Inverted Row

The Inverted Row primarily works the Erector Spinae, Latissimus Dorsi, Rhomboids, Trapezius (Middle), with secondary activation of the Biceps Brachii (Long Head), Brachialis, Brachioradialis, Infraspinatus, Latissimus Dorsi, Pectoralis Major (Sternal), Posterior Deltoid, Rhomboids, Teres Major, Teres Minor, Trapezius (Lower), Trapezius (Middle) and stabilizer support from the Biceps Brachii (Long Head), Biceps Femoris (Long Head), Erector Spinae, External Obliques, Gluteus Maximus, Rectus Abdominis, Transverse Abdominis, Triceps (Long Head). It is a suspension compound exercise at beginner difficulty.

The Inverted Row is a beginner compound exercise performed with suspension, following a horizontal pull movement pattern. It primarily targets the Erector Spinae, Latissimus Dorsi, Rhomboids, Trapezius (Middle), with secondary engagement of the Biceps Brachii (Long Head), Brachialis, Brachioradialis, Infraspinatus, Latissimus Dorsi, Pectoralis Major (Sternal), Posterior Deltoid, Rhomboids, Teres Major, Teres Minor, Trapezius (Lower), Trapezius (Middle).

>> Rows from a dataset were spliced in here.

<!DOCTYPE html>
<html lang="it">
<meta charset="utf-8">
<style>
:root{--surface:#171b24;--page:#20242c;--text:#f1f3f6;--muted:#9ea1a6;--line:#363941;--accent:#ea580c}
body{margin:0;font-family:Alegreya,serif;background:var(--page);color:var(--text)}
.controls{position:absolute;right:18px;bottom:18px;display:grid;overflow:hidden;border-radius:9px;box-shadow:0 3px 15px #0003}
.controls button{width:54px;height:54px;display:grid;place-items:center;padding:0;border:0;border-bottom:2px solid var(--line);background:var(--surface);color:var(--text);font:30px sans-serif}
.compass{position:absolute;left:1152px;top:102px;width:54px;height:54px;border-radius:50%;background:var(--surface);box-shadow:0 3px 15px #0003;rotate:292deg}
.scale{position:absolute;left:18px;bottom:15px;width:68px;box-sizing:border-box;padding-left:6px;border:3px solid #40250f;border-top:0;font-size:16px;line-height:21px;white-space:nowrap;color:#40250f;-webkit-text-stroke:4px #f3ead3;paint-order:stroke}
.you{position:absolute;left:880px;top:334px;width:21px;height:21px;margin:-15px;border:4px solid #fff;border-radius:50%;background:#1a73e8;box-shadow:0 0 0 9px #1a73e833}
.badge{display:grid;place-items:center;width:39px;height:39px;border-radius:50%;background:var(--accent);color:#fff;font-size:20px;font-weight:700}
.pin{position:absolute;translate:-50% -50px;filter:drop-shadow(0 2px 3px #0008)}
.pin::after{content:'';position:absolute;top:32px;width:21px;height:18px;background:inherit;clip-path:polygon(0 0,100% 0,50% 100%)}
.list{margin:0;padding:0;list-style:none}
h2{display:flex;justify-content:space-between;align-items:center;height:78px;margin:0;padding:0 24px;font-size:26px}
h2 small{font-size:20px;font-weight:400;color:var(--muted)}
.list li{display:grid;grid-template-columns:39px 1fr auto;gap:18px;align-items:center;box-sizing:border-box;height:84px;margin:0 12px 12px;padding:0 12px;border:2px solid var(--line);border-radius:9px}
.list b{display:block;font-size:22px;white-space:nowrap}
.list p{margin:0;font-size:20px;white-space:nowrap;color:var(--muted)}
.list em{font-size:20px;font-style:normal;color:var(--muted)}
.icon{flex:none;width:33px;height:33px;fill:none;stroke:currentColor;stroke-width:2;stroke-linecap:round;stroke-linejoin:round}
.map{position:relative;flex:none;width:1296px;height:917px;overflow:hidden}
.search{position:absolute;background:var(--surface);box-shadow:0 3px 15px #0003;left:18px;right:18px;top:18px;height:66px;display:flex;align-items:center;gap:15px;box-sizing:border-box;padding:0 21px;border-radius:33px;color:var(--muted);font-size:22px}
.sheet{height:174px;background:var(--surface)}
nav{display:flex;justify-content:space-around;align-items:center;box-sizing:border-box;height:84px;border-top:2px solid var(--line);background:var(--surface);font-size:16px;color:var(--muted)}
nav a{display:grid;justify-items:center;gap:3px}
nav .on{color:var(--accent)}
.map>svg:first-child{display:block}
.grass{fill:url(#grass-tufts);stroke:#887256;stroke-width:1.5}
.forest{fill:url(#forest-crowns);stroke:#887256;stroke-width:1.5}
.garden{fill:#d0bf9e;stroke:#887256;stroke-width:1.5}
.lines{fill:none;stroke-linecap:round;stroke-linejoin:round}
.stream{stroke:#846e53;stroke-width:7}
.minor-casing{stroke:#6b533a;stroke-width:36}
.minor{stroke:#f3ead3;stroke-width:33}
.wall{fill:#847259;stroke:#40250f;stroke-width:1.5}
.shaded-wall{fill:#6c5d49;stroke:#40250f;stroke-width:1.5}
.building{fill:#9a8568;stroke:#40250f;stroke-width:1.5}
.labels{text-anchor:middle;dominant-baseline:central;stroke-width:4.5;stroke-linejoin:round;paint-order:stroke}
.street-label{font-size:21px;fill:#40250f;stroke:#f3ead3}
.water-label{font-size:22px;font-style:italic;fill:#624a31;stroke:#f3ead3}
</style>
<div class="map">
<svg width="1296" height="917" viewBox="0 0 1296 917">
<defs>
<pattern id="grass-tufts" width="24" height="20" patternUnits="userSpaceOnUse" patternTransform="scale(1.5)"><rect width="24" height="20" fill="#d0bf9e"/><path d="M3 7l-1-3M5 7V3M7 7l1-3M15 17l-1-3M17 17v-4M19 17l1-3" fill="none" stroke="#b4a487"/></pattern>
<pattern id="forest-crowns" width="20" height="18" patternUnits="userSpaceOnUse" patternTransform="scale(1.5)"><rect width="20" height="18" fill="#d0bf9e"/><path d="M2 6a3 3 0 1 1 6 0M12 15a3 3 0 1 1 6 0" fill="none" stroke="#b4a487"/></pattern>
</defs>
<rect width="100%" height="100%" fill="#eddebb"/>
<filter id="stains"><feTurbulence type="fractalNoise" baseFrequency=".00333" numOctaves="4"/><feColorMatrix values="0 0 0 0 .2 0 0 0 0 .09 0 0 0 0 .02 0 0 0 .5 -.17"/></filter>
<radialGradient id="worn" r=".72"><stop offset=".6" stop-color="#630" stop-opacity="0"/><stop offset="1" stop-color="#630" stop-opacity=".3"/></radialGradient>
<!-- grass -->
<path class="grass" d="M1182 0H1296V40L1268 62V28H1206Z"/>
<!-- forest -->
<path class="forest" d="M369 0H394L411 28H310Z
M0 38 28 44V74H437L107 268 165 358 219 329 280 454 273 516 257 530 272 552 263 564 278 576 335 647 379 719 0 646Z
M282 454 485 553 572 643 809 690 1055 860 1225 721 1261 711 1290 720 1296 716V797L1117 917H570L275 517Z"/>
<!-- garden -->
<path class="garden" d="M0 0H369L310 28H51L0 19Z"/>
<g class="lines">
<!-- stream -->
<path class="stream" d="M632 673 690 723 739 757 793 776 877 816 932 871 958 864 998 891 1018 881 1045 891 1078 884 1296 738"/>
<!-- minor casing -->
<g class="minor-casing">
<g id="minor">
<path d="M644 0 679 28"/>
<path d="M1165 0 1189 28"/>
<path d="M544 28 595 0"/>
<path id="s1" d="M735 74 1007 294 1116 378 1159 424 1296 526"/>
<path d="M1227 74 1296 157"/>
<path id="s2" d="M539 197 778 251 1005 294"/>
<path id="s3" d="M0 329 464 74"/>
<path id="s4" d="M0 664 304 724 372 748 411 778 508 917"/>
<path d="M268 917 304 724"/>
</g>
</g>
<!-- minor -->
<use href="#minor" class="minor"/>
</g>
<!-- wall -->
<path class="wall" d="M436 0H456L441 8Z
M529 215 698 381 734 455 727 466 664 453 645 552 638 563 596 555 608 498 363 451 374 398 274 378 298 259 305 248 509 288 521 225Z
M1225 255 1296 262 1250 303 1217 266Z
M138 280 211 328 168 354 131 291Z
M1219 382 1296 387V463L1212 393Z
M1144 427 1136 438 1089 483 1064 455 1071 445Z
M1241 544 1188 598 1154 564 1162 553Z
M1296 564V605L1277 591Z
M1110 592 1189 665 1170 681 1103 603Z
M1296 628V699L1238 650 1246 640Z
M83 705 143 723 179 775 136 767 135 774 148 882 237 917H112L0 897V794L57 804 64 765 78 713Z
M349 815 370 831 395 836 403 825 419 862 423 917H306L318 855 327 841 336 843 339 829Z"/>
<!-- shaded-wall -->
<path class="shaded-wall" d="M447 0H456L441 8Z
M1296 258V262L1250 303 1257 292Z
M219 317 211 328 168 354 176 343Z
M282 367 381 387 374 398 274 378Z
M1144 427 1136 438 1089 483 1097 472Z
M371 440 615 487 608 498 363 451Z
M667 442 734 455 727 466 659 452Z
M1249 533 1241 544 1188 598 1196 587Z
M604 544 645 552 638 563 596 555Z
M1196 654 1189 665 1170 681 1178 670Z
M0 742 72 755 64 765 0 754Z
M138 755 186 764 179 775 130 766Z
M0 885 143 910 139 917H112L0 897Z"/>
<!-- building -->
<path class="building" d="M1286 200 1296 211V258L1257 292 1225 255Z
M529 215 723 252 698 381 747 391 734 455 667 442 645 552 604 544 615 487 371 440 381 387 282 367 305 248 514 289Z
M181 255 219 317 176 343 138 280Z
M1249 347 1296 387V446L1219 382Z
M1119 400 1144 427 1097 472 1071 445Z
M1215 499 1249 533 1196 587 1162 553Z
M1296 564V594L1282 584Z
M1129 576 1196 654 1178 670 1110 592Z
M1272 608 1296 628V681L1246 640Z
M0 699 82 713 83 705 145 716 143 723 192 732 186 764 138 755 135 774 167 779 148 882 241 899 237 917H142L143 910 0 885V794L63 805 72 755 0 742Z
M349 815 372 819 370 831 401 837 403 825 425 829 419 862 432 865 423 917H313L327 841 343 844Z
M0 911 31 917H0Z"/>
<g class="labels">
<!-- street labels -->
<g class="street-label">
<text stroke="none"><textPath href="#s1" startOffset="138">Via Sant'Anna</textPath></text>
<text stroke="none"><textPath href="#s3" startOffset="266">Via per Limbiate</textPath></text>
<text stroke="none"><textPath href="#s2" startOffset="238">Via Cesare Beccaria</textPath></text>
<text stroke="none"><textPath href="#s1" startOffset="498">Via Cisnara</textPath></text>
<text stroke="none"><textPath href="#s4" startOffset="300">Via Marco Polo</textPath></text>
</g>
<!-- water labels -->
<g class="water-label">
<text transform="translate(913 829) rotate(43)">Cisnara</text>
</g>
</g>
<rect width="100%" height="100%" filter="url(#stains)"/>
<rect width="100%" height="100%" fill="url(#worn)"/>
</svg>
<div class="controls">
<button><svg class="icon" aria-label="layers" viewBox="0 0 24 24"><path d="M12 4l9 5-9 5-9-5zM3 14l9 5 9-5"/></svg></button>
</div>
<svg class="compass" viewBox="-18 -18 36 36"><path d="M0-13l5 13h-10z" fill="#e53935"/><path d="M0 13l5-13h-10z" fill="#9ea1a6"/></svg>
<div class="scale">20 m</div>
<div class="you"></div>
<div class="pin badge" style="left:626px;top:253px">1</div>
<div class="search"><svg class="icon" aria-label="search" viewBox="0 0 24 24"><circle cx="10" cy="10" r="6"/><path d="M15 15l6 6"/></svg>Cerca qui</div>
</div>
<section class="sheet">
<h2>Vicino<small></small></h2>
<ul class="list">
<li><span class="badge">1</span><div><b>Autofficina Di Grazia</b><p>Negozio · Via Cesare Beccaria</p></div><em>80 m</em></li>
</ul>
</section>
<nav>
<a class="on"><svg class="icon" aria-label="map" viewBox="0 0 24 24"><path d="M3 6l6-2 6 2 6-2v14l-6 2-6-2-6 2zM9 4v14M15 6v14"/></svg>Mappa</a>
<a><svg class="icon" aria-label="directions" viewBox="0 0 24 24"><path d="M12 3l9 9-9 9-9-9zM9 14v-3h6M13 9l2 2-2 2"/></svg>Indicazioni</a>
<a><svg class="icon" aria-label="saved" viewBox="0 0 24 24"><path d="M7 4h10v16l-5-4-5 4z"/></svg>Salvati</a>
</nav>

This is a bilateral pulling movement, engaging both sides of the body simultaneously.

Bodyweight row performed under bar or TRX strap pulling chest to bar.

EquipmentSuspension
DifficultyBeginner
TypeCompound
MovementHorizontal Pull
ForcePull
LateralityBilateral
PrimaryErector Spinae, Latissimus Dorsi, Rhomboids, Trapezius (Middle)
SecondaryBiceps Brachii (Long Head), Brachialis, Brachioradialis, Infraspinatus, Latissimus Dorsi, Pectoralis Major (Sternal), Posterior Deltoid, Rhomboids, Teres Major, Teres Minor, Trapezius (Lower), Trapezius (Middle)

Muscles Worked

Front
Back
Primary Secondary Stabilizer

The Erector Spinae, Latissimus Dorsi, Rhomboids, and Trapezius (Middle) are the primary movers, collectively driving the movement and absorbing the greatest share of the load. The Biceps Brachii (Long Head), Brachialis, Brachioradialis, Infraspinatus, Latissimus Dorsi, Pectoralis Major (Sternal), Posterior Deltoid, Rhomboids, Teres Major, Teres Minor, Trapezius (Lower), and Trapezius (Middle) act as secondary movers, assisting the primary muscles and contributing meaningfully to the overall output. The Biceps Brachii (Long Head), Biceps Femoris (Long Head), Erector Spinae, and 5 other muscles act as stabilizers, maintaining joint position and postural alignment throughout the movement.

Primary Muscles

Secondary Muscles

Stabilizer Muscles

How to Perform

Preparation

  1. Lay on back under fixed horizontal bar.
  2. Grasp bar with wide overhand grip.

Execution

  1. Keeping body straight, pull body up to bar.
  2. Pull shoulders back at top of movement with chest high.
  3. Return until arms are extended and shoulders are stretched forward.
  4. Repeat.

Comments

  1. Fixed bar should be just high enough to allow arm to fully extend.
  2. SeeGravity Vectorsfor greater understanding of how body angle influences resistance.
  3. Also known as Body Row or Supine Row.

Tips & Common Mistakes

Programming Suggestions

Adapt your sets and reps to your training goal. As a beginner-friendly exercise, start with lighter loads and focus on form before progressing weight.

Strength3–5 sets × 3–6 reps at 80–90% 1RM with 2–4 minutes rest.
Hypertrophy3–5 sets × 6–12 reps at 65–80% 1RM with 60–120 seconds rest.
Endurance2–4 sets × 15–20 reps at 50–65% 1RM with 30–60 seconds rest.

Alternative Exercises

These exercises target the same primary muscles (Erector Spinae, Latissimus Dorsi, Rhomboids, Trapezius (Middle)) and can be substituted based on your equipment or variation preferences.